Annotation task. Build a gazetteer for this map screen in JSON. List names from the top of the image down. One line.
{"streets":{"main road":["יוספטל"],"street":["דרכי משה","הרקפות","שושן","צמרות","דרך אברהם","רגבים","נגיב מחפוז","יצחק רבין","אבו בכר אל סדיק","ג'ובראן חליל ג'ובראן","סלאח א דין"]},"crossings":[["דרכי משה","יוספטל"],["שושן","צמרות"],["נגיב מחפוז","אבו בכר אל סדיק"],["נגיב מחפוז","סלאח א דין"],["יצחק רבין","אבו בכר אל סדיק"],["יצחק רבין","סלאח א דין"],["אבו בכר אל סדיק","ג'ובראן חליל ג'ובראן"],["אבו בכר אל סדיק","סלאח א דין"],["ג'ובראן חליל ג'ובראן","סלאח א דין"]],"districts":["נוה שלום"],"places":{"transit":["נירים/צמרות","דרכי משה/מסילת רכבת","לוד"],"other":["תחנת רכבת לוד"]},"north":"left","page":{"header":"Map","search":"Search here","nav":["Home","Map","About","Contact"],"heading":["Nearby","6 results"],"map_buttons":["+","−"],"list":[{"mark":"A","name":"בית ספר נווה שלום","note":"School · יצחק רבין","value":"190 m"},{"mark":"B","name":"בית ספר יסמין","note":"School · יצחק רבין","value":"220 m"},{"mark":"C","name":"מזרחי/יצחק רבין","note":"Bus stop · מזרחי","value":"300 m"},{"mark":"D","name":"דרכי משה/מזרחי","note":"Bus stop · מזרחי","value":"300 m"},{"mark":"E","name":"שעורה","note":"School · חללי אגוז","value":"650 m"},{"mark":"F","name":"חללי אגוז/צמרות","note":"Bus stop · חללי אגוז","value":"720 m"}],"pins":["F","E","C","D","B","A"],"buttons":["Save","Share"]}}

==

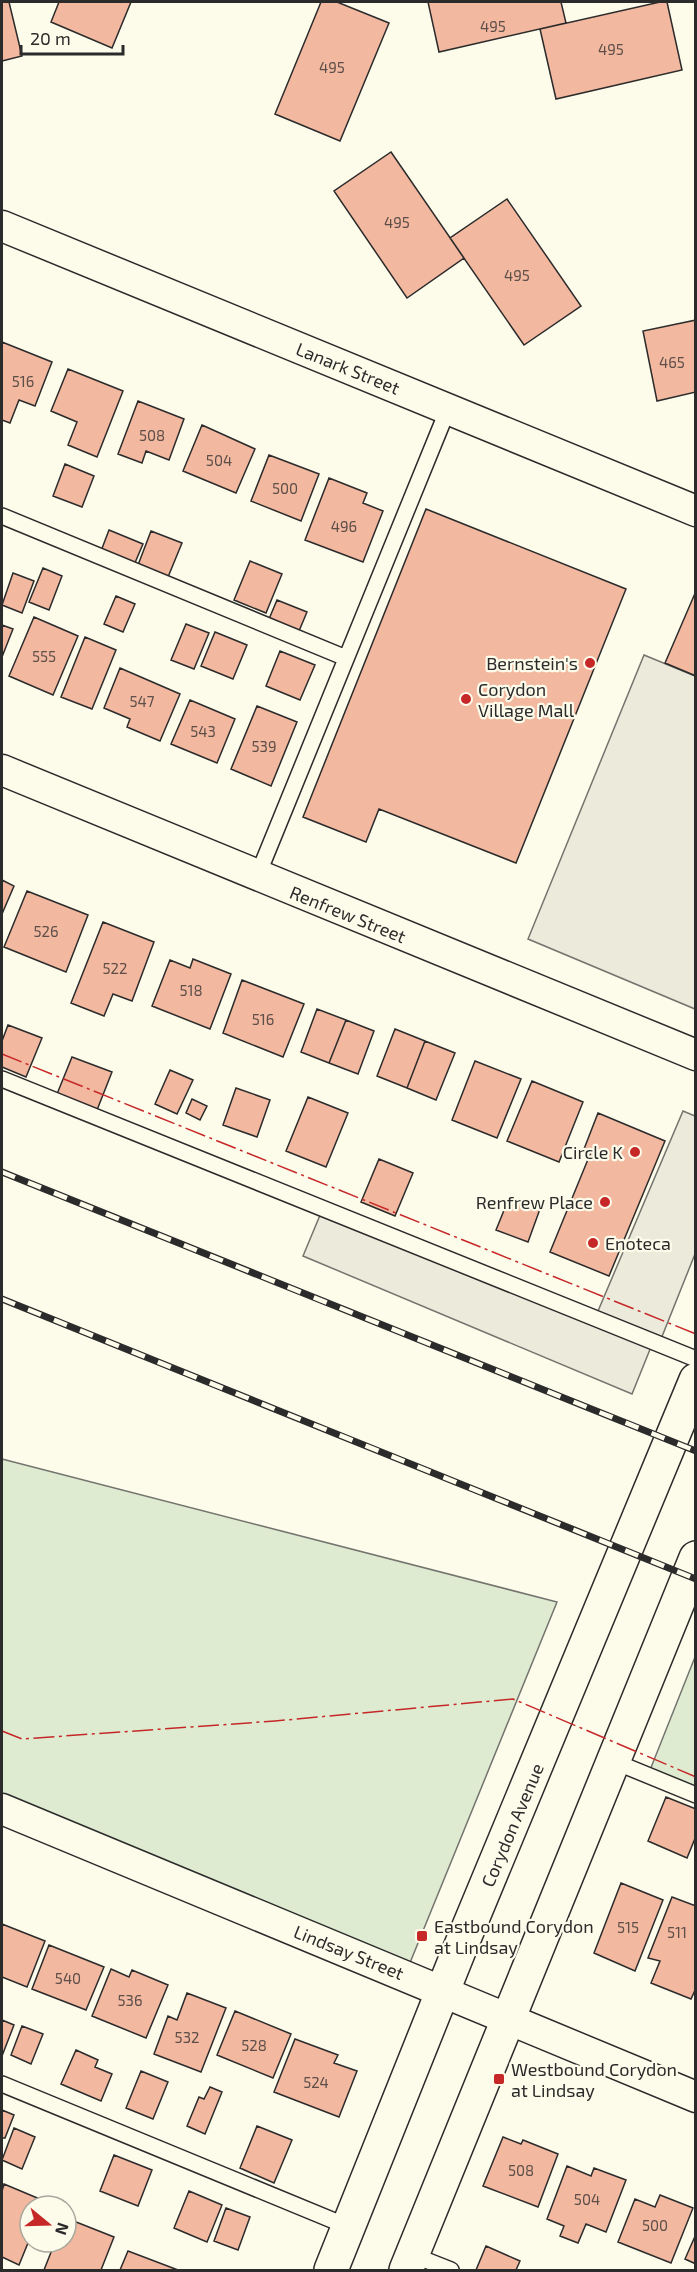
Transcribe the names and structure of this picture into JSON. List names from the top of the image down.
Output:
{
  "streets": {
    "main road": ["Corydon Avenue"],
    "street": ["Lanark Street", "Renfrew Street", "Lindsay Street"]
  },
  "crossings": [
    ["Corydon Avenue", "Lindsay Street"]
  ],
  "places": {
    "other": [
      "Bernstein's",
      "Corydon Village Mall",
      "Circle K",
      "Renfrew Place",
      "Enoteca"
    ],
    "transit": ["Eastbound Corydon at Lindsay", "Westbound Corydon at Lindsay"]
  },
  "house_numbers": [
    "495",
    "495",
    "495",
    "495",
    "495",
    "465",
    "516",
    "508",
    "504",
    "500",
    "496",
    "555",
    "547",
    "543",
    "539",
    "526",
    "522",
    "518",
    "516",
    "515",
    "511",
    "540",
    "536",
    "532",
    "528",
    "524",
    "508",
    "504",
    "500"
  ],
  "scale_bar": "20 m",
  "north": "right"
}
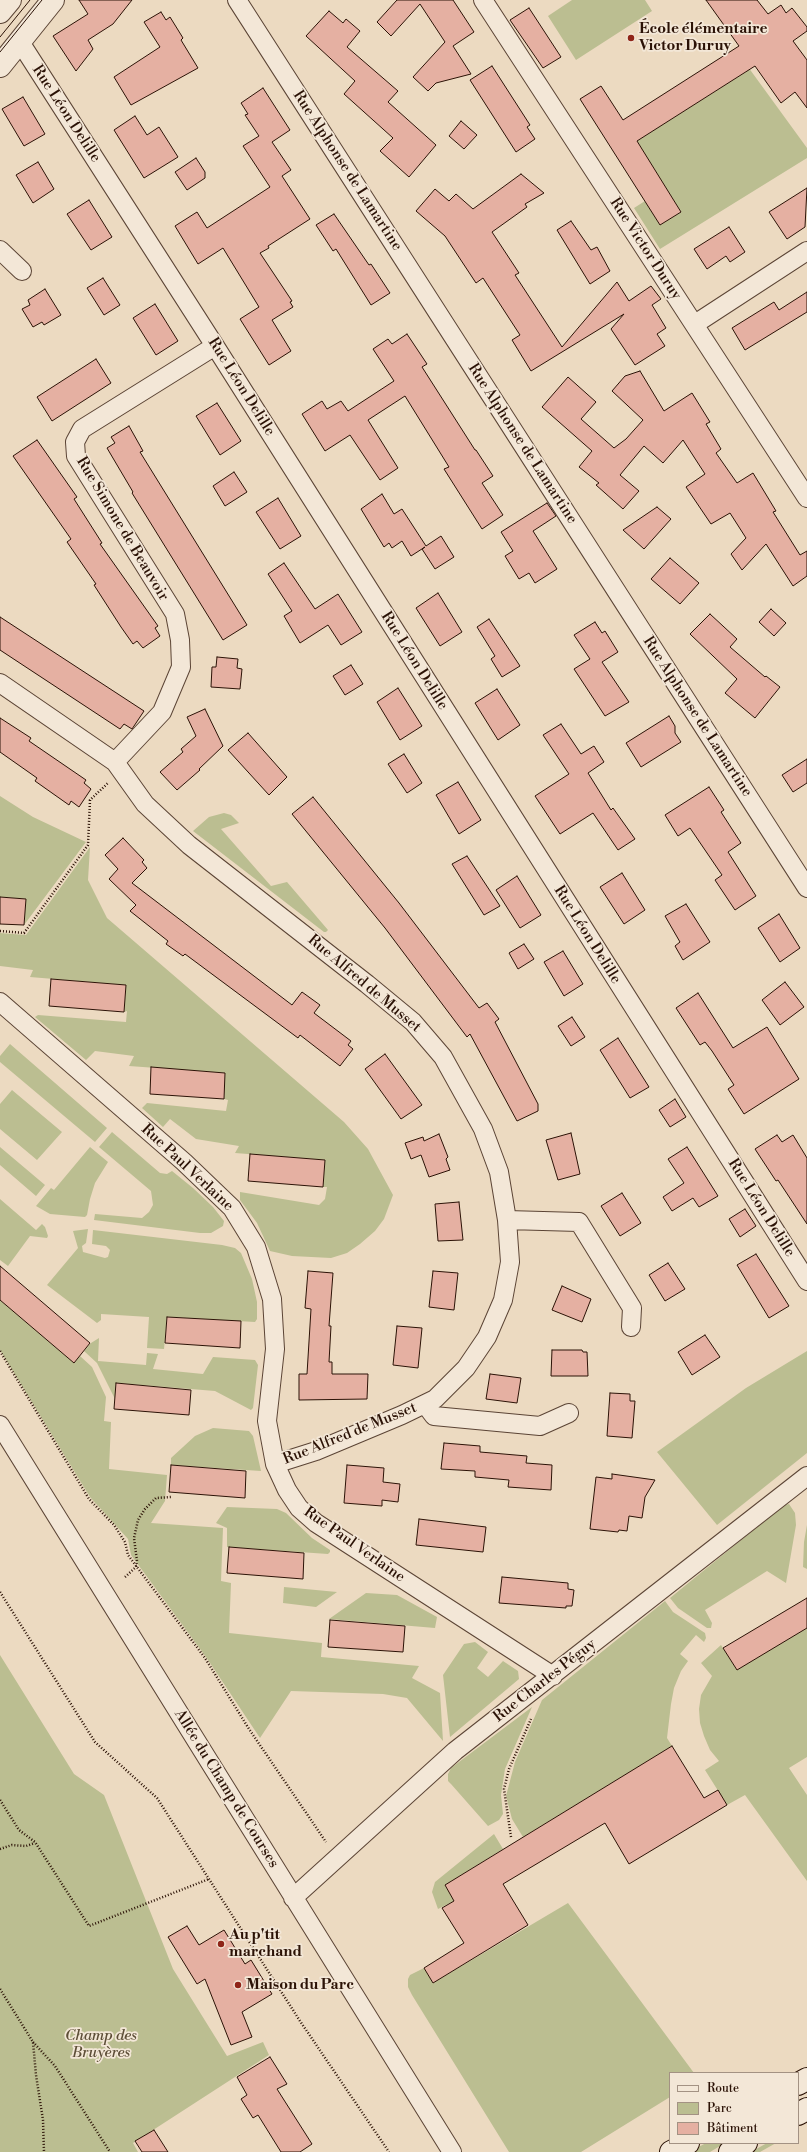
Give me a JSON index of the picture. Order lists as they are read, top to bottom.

Problem details:
Scan the entries above and copy each line where "picture" occurs.

Written response:
Transcribe the names and structure of this picture into JSON. List names from the top of the image down.
Give me a JSON index of the picture. Order lists as they are read, top to bottom.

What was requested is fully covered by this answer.